When President Bush sealed an alliance with General Musharraf after 9/11, it was a case of déjà-vu for Pakistan. Bush appointed Musharraf caretaker of the region for an annual salary of three billion dollars, and for the Pakistanis, Musharraf became "Busharraf".
This wasn't the first time that the Americans had entered into a similar pact with Pakistan's military. The last time was in the 1980s, when the Cold War was in high gear and the Soviet Union sought to extend its influence to Afghanistan. The Soviets invaded Afghanistan with the aim of sustaining the Communist regime in power there at the time. In a bid to resist the occupier the mujahideen was formed, loose and internally divided alliances that found common ground in their desire to liberate Afghanistan from the "godless Soviets".
The mujahideen were trained for the holy war in camps and madrasas located in the tribal regions. These were established under the command of General Zia ul-Haq, who became President of Pakistan in a 1977 coup d'état. General Zia pursued his vision of a total Islamisation of Pakistan with an iron fist. He ordered the execution of his civilian predecessor, President Zulfikar Ali Bhutto, and introduced public whipping as a punishment.
For the US under Reagan, Zia was a welcome partner and the mujahideen promising henchmen for the task of forcing the Soviets back. Together with Saudi Arabia, the United States provided Zia with billions of dollars, thereby helping to equip the mujahideen both logistically and ideologically.
There was a familiar name among them: in the mid-1980s, Osama bin Laden joined the jihad on the Hindu Kush with a group of Arab fighters. Although it was still in its infancy at the time, this group would later become the global terror network Al-Qaeda.
When the Soviets were defeated and the war came to an end, the United States lost interest in Afghanistan. The seeds for the Taliban and Al-Qaeda, the biggest thorns in the side of the US today, had been sown. Afghanistan descended into a civil war from which the Taliban emerged as the strongest force, one that assumed control of the nation in 1996.
This was the start of an archaic era for the Afghans but for the first time for decades, the Taliban also ushered in a period of stability and order, even if it was of a brutal sort. After 11 September 2001, the US and its European allies launched a war against the spirits that they had once invoked.
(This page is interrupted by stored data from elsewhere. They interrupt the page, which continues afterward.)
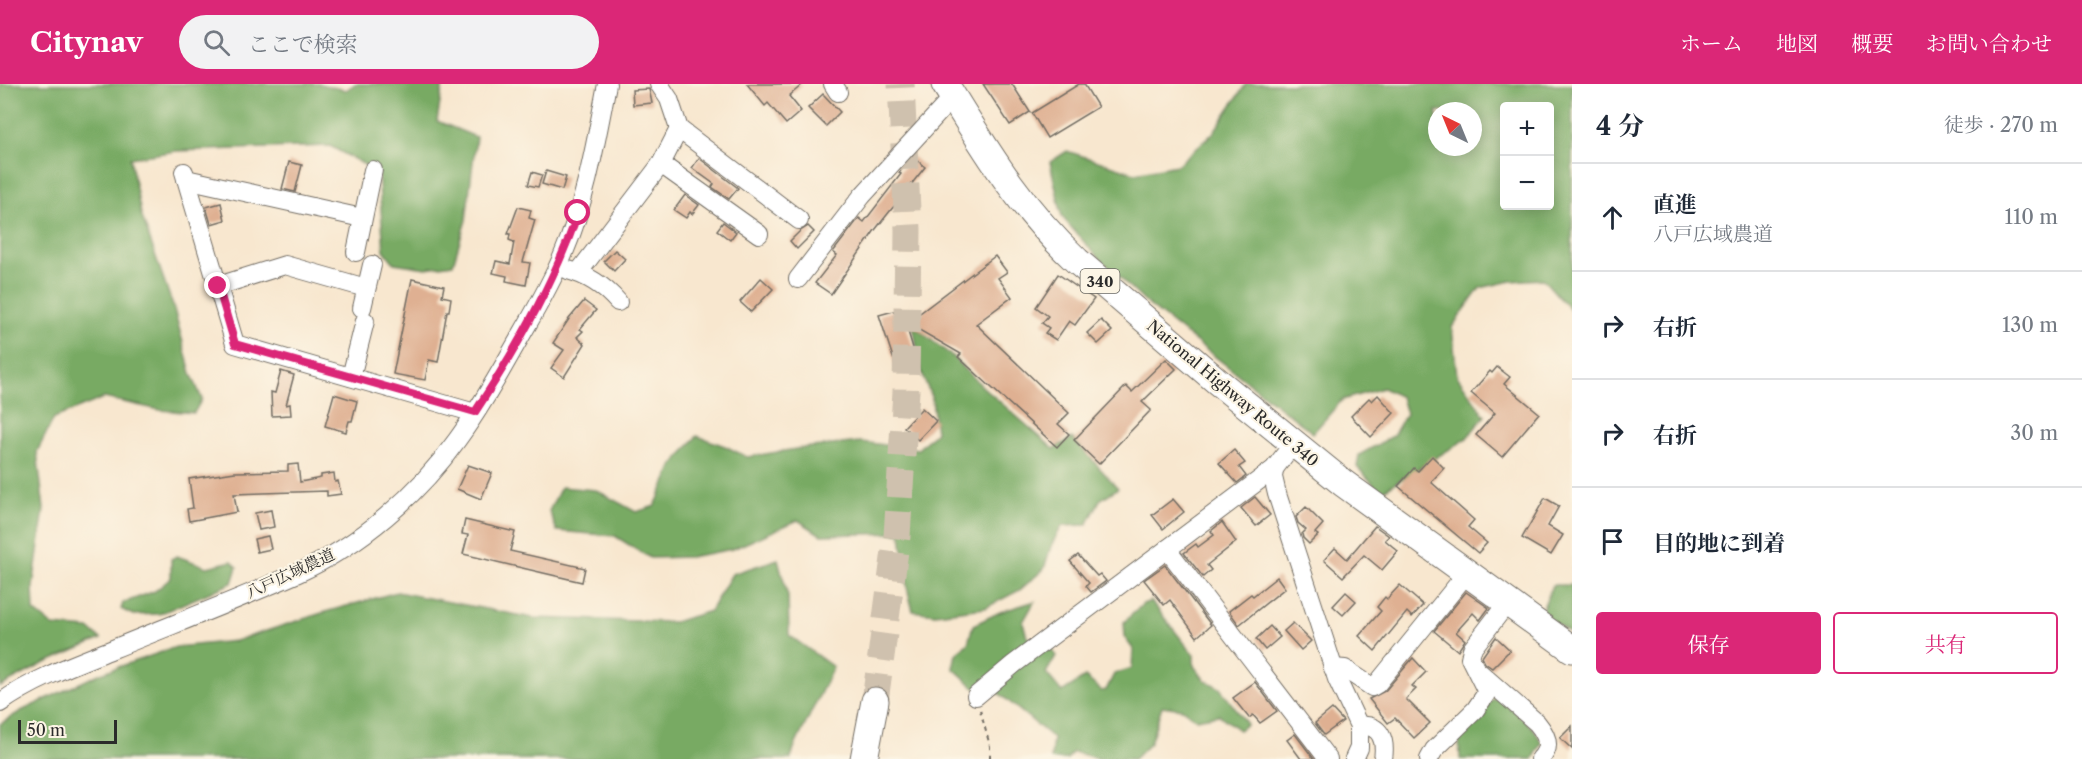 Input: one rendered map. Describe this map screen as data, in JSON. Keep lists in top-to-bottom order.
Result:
{
  "streets": {
    "highway": ["340", "National Highway Route 340"],
    "street": ["八戸広域農道"]
  },
  "scale_bar": "50 m",
  "north": "top left",
  "page": {
    "header": "Citynav",
    "search": "ここで検索",
    "nav": [
      "ホーム",
      "地図",
      "概要",
      "お問い合わせ"
    ],
    "heading": ["4 分", "徒歩 · 270 m"],
    "map_buttons": ["+", "−"],
    "list": [
      ["直進", "八戸広域農道", "110 m"],
      ["右折", "130 m"],
      ["右折", "30 m"],
      "目的地に到着"
    ],
    "buttons": ["保存", "共有"],
    "scale": "50 m"
  }
} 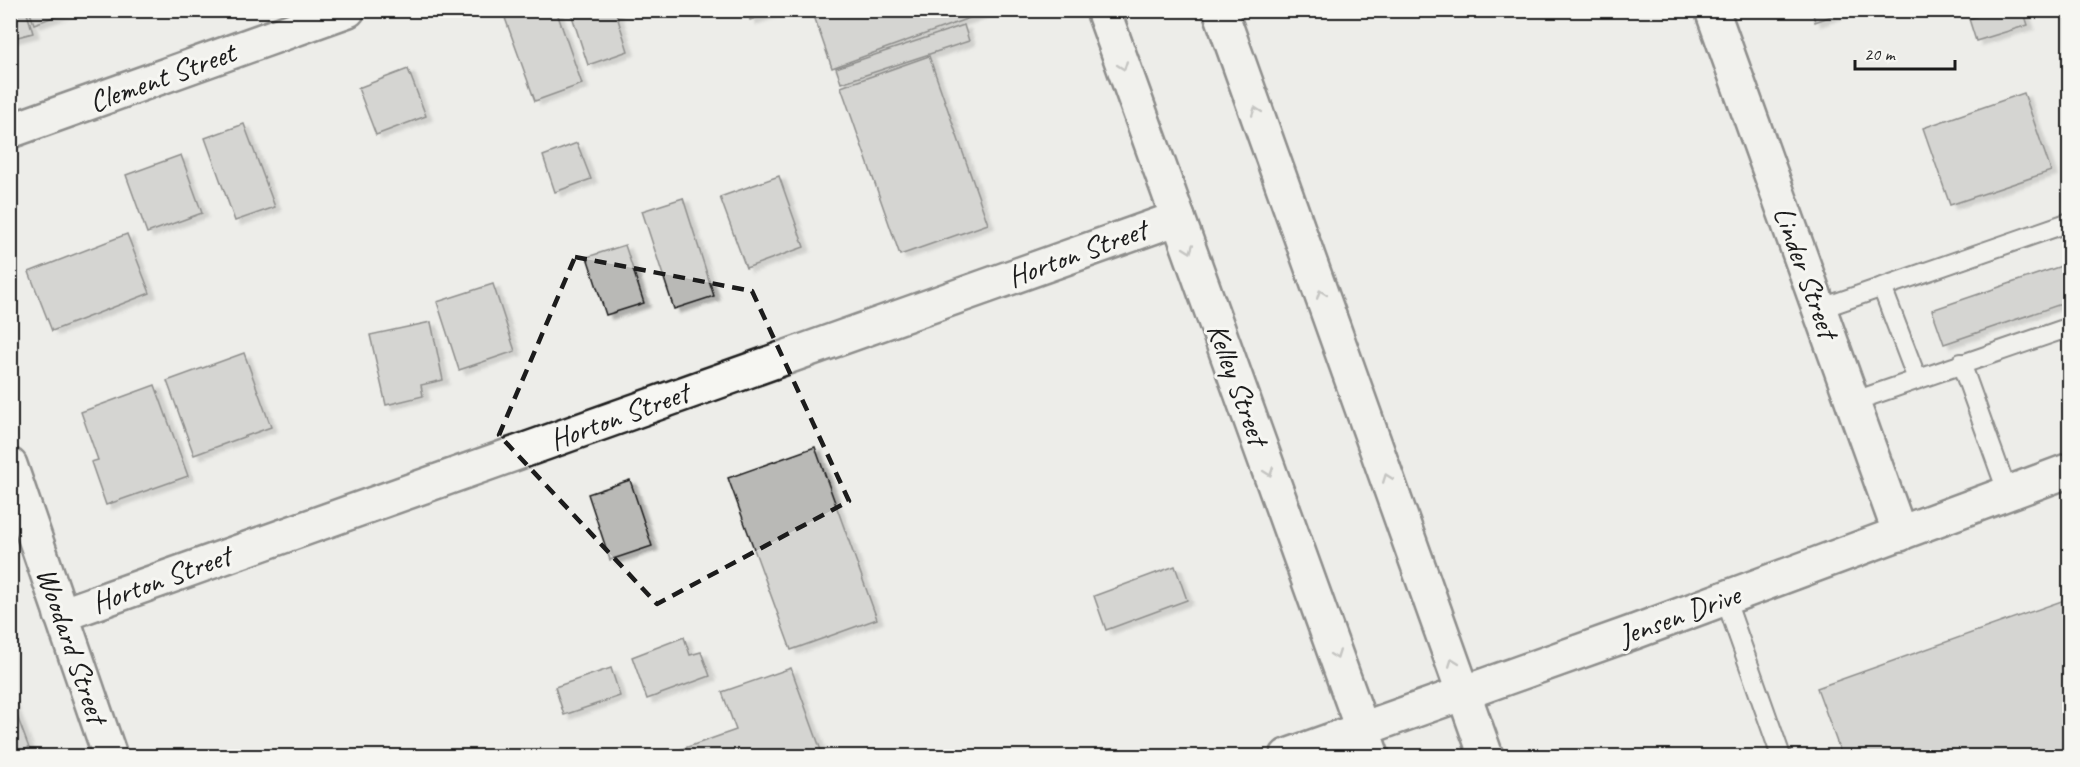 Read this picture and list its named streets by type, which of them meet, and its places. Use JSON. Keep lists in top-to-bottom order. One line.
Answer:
{"streets":{"street":["Clement Street","Horton Street","Linder Street","Kelley Street","Jensen Drive","Woodard Street"]},"crossings":[["Horton Street","Kelley Street"],["Horton Street","Woodard Street"],["Linder Street","Jensen Drive"],["Kelley Street","Jensen Drive"]],"scale_bar":"20 m"} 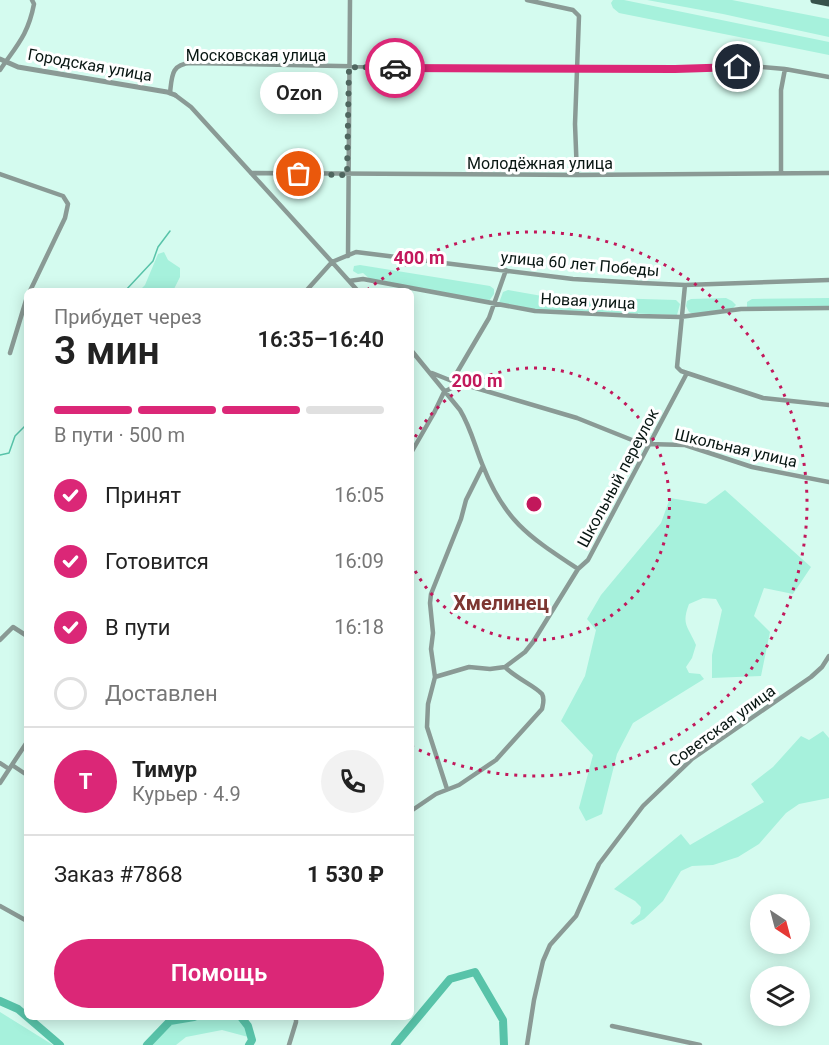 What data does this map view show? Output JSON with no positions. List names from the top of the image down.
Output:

Pakistan's explosive seed has also sprouted in the last few years. Whereas Zia previously operated around 1,000 extreme-orientated madrasas, today there are more than 10,000 – the negative spin-offs of Zia's Islamic legacy that now present a serious threat to Pakistan's cohesion.
David Cameron was sharply criticised back home for his admission of colonial responsibility. "If there is one thing we are entitled to expect from our Prime Minister when he is overseas, it is that he should not run down his own country in order to ingratiate himself with his hosts" was the view expressed in the Daily Telegraph.
But Cameron's words simply represented a cautious step towards a self-critical historical analysis of the West, which is something the US under Obama would do well to consider.
"Ignoring its imperial history licenses the West to repeat it," wrote leftwing commentator Seamus Milne in The Guardian in April, referring in his article to the NATO mission to Libya. We can as yet reserve judgement on whether once the West has pulled out of the region, Afghanistan and Pakistan will again go down in history as the victim of its self-serving actions.